Perhaps the most frustrating problem I see in the organizations I have worked for, and those I work with today, is a pervasive “check-box” approach to information security awareness training. By this I mean one of two things, and often both:  

1) It is still somewhat treated as a one-and-done compliance checklist that is completed on an annual or quarterly basis. With the possible exception of anti-phishing testing where organizations use tools and services to run their own phishing campaigns, there is little to no reinforcement of the reason behind why it’s important to safeguard the organization. 

2) A one-size-fits-all training doesn’t work. We know that we have certain sectors of our workforce that are more likely to be targeted by potential adversaries. Yet, in many cases, the training given across the workforce is largely the same, even though the threat and techniques can vary based upon the target. 

What are three things organizations can do to improve the efficacy of their cyber security training programs?

My number one recommendation is the hardest to achieve – make sure that your infosec awareness training is properly resourced. This means that you have enough people running the program and those people are properly trained to create and administer effective training programs. If your organization treats security training as a collateral duty, do not be surprised when it fails to meet expectations.

Secondly, ditch the one-size-fits-all approach, at least when it comes to security training and attention. We know certain groups of employees are targeted more often than others, or targeted in different ways, so we need to prepare them accordingly. For example, senior executives, IT system administrators, and HR team members are the top three target populations, and they are typically targeted using different techniques. Their training should reflect that. The same goes for different employee demographics — the lessons or examples that are most impactful for one group of employees may be very different for others.  

Finally, I would recommend that every organization develops a set of training outcome metrics and then use them to continually assess and improve your training programs. This can be challenging, but it is worth the effort. If you have certain employees or employee groups that keep “failing” some aspect of your training, that is a sign that your training and/or security mitigations are not sufficient. But, you won’t know that unless you measure and monitor.  

How do you foresee the influx of remote work, spurred by COVID, impacting the approach to cyber security training? How should organizations adjust and what should they consider that maybe they haven’t before? 

My primary fear is that the increase in remote work will further distance employees from the security training staff and the messages they bring. What we don’t want is more “watch this video to complete your training” requirements that replace impactful interactions with the organization’s security staff (whether face-to-face or virtual). 

Given that the work-from-home movement is here for a while, or possibly here to stay for some organizations, it is somewhat critical to do a complete review of your security training needs and develop a plan to adjust accordingly. For example, does your current security training plan account for the significantly greater emphasis on remote connectivity and interactions, and the increasing threats — like phishing and man-in-the-middle attacks — that come with that? Do your employees understand which threats are now more prevalent or dangerous than before because of the extension of the workplace to their home office network? 

In an ideal world, this shift to remote work would be the catalyst organizations need to embrace a more tailored security awareness training approach that accounts for an employee’s job role, location, access, experience level, and other demographic characteristics. If and when we return to a more normal workplace life, we will be better positioned to continue to adapt and improve our security awareness programs.

Not all employees will follow through with best practices, even with a perfect training program. What are the primary factors that inhibit users from adopting new security technologies or practices?

A significant portion of my research activities are focused on better understanding inhibitors and facilitators of sound security behaviors, and if I had to narrow it down to three potential reasons why people do not take security actions, even when they know they should, I would say it is due to:  

1) Threat apathy 

2) Response efficacy

3) Inconvenience

Threat apathy occurs when individuals do not pay attention to security because they do not consider the recommended or required security action (and its related threat) to be important. It could be because they don’t feel important enough to be a target of cybercriminals, or that they believe their online accounts aren’t worth stealing. Overcoming threat apathy requires the use of convincing and compelling security messaging that explains why the action is important, on a personal and organizational level, and the potential consequences of failure.  

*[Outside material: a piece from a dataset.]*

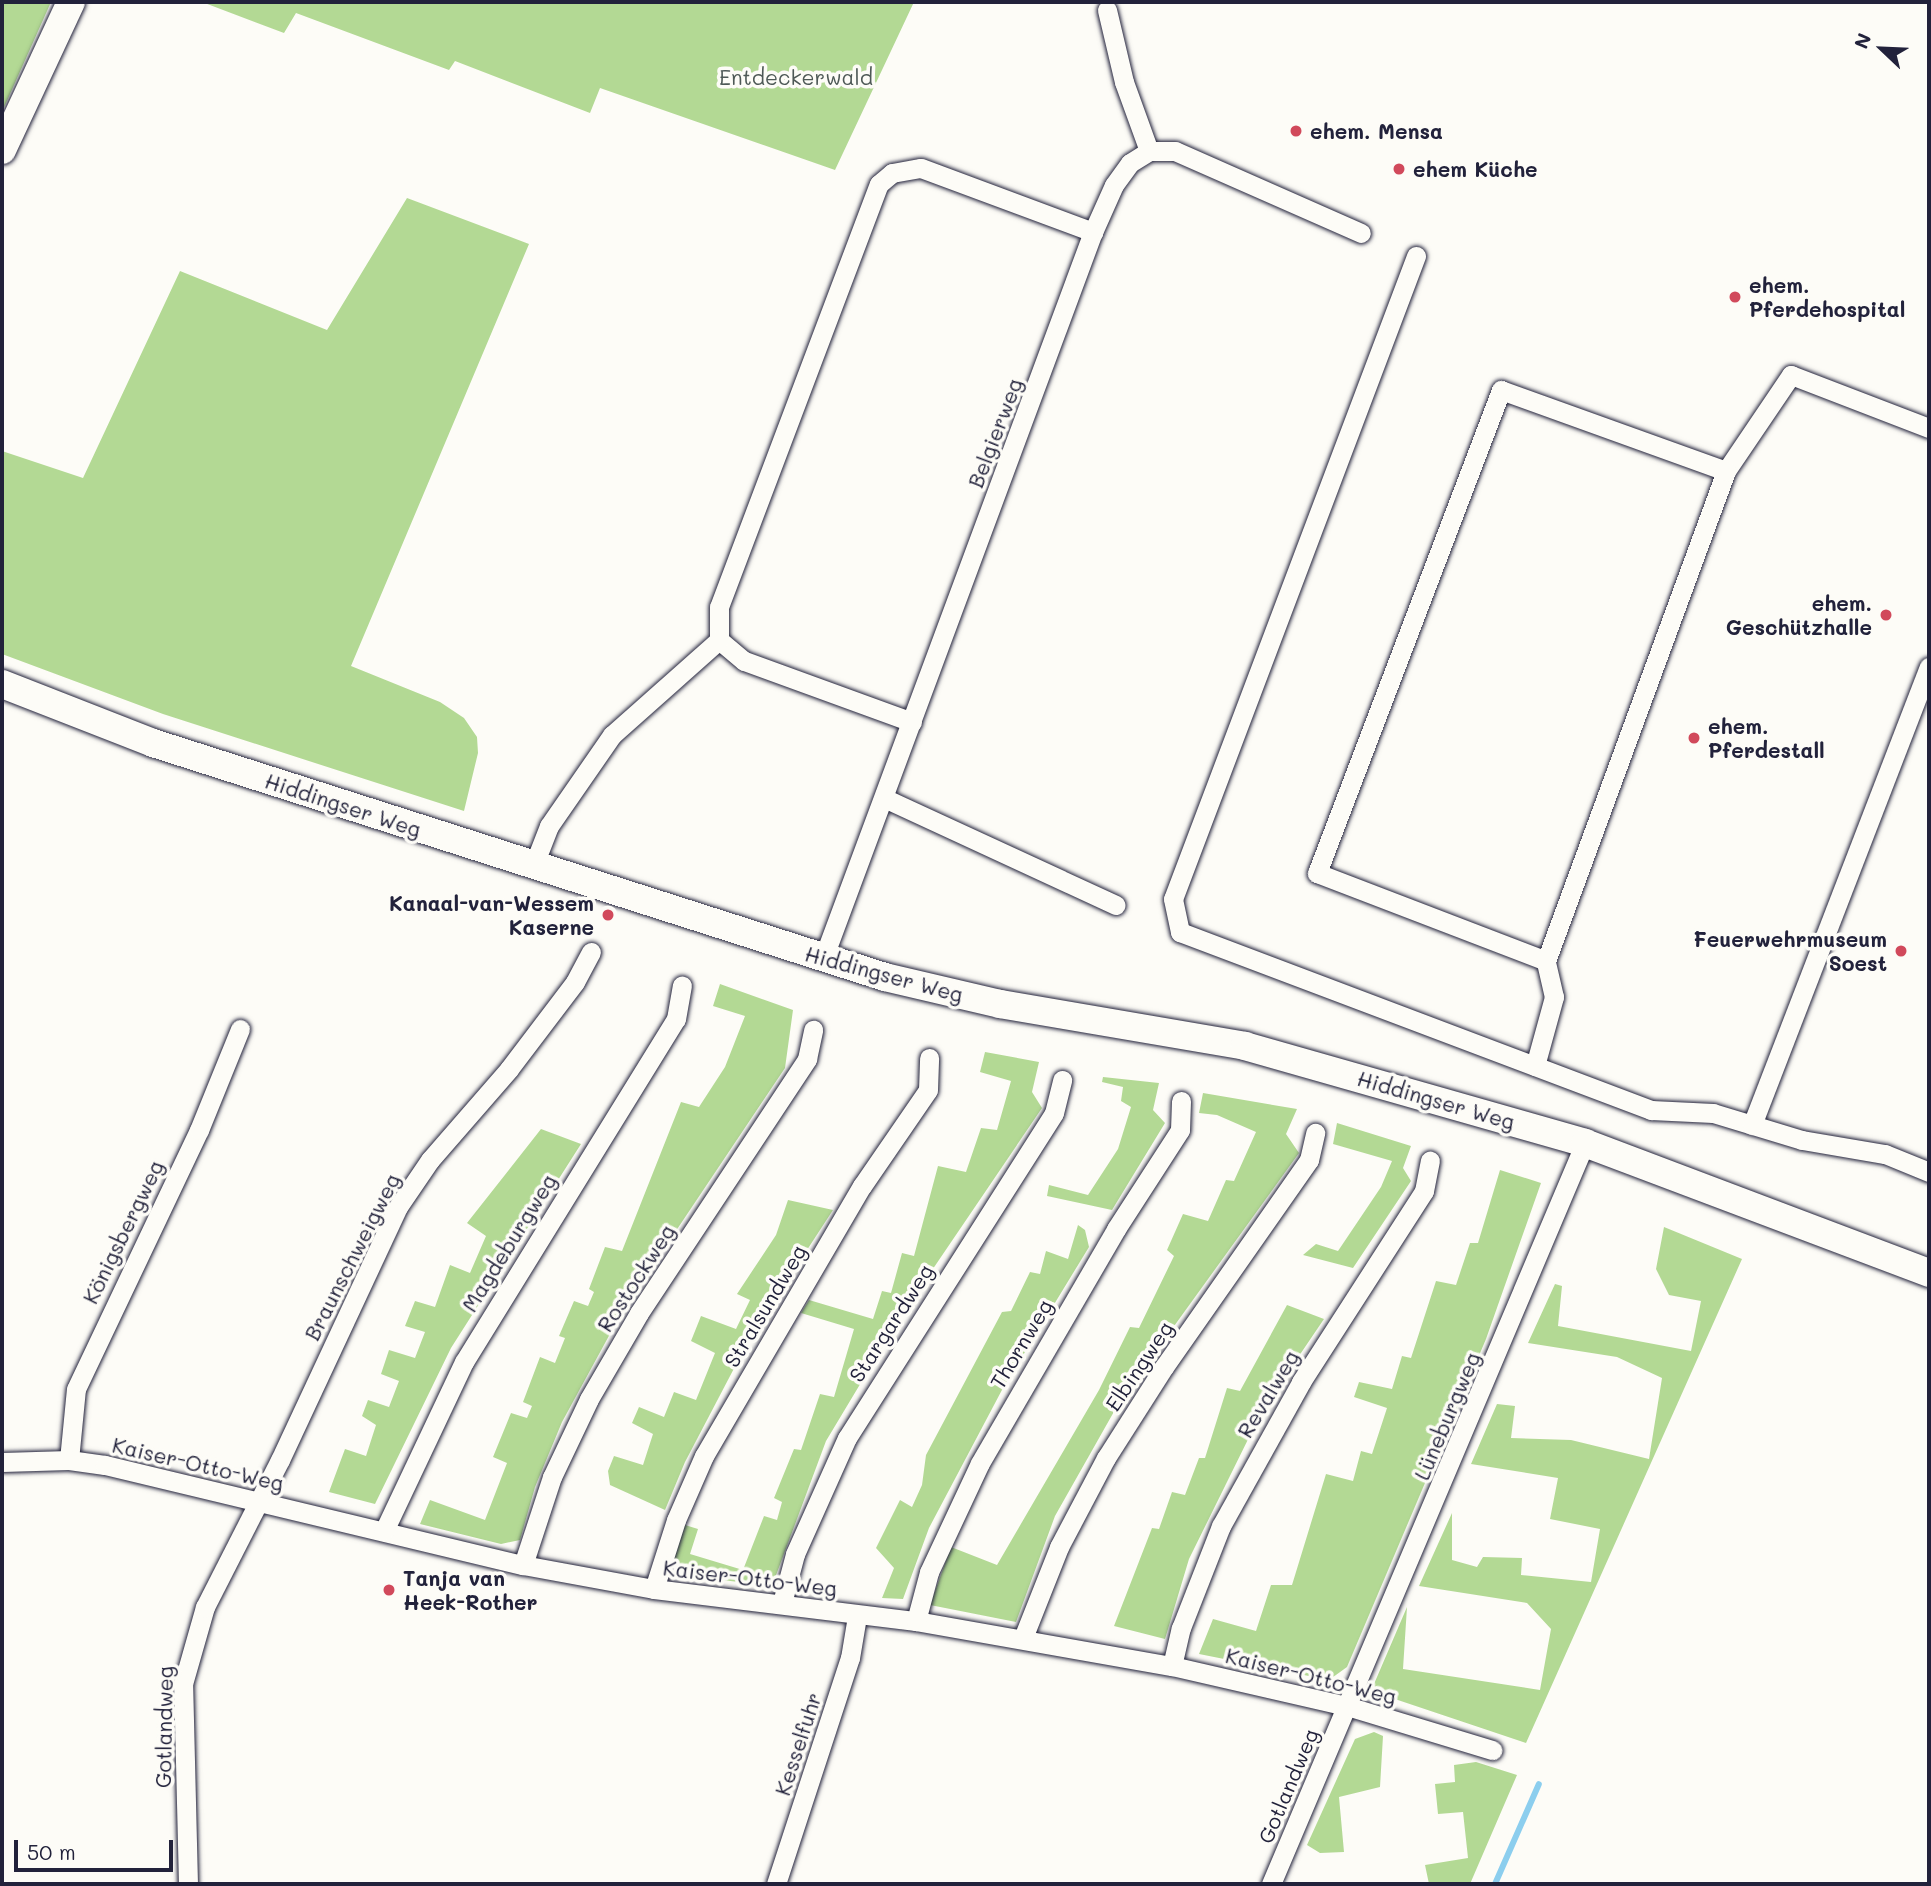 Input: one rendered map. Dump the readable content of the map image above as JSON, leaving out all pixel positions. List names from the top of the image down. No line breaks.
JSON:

Response efficacy is an academic way of saying that people may not know enough about, or have confidence in, a particular recommended security action. A great example of this is two-factor authentication (2FA). It is not a secret that we should use 2FA wherever and whenever we can. However, most people don’t know the differences between the various types of 2FA mechanisms, which ones are more secure than others, or how they work. Security training programs should not just articulate the threat and required security actions; they must also make it clear that the requested actions are sufficient to the task and, to some extent, explain how.  

Inconvenience is a real factor that influences our security behaviors.  As humans, we are constantly calculating the costs and benefits of doing things and we generally know what happens when the costs outweigh the benefits. Enterprises have to design and implement security mitigations with this in mind and work to balance maximizing the security benefit while minimizing or eliminating the inconvenience factor. If we don’t design security mitigations with the end-user in mind, the end-user may find ways to avoid or diminish the effectiveness of those mitigations.

On the contrary, what have you observed to be primary motivators for adopting new security technologies or practices?  

One of the latest research trends in behavioral information security that I feel strongly about is a shift from sanction or threat-based compliance to one that adds positive reinforcement and messaging. By this I mean that many security policies and training programs are focused on “compliance-or-else” messaging. In short, employees have something to fear if they don’t follow the rules. Fear-uncertainty-doubt (FUD) is used too much in the cyber security literature and it also lives in our training programs. 

While I do believe that there needs to be some actual consequences for willful and malicious non-compliance with security rules, we also know that fear alone is not a good enough motivator. We see that in many aspects of modern society, not just in cyber security. My fellow researchers and I have conducted numerous experiments that show that building up and emphasizing the positive psychological capabilities of end-users to combat a security threat is significantly more effective than relying on fear and promises of reprisal alone. We have found that end-users are much more likely to adopt new security technologies and practices when they feel: 

1) More capable of taking security actions and working through issues related to the required tasks 

2) More hopeful that their actions are effective

3) More optimistic about their resulting security posture

It’s impossible to eliminate the element of human error, especially when it comes to protection against sophisticated phishing or man-in-the-middle attacks, so what other steps should organizations be taking — outside of training — to ensure they have a comprehensive approach to security?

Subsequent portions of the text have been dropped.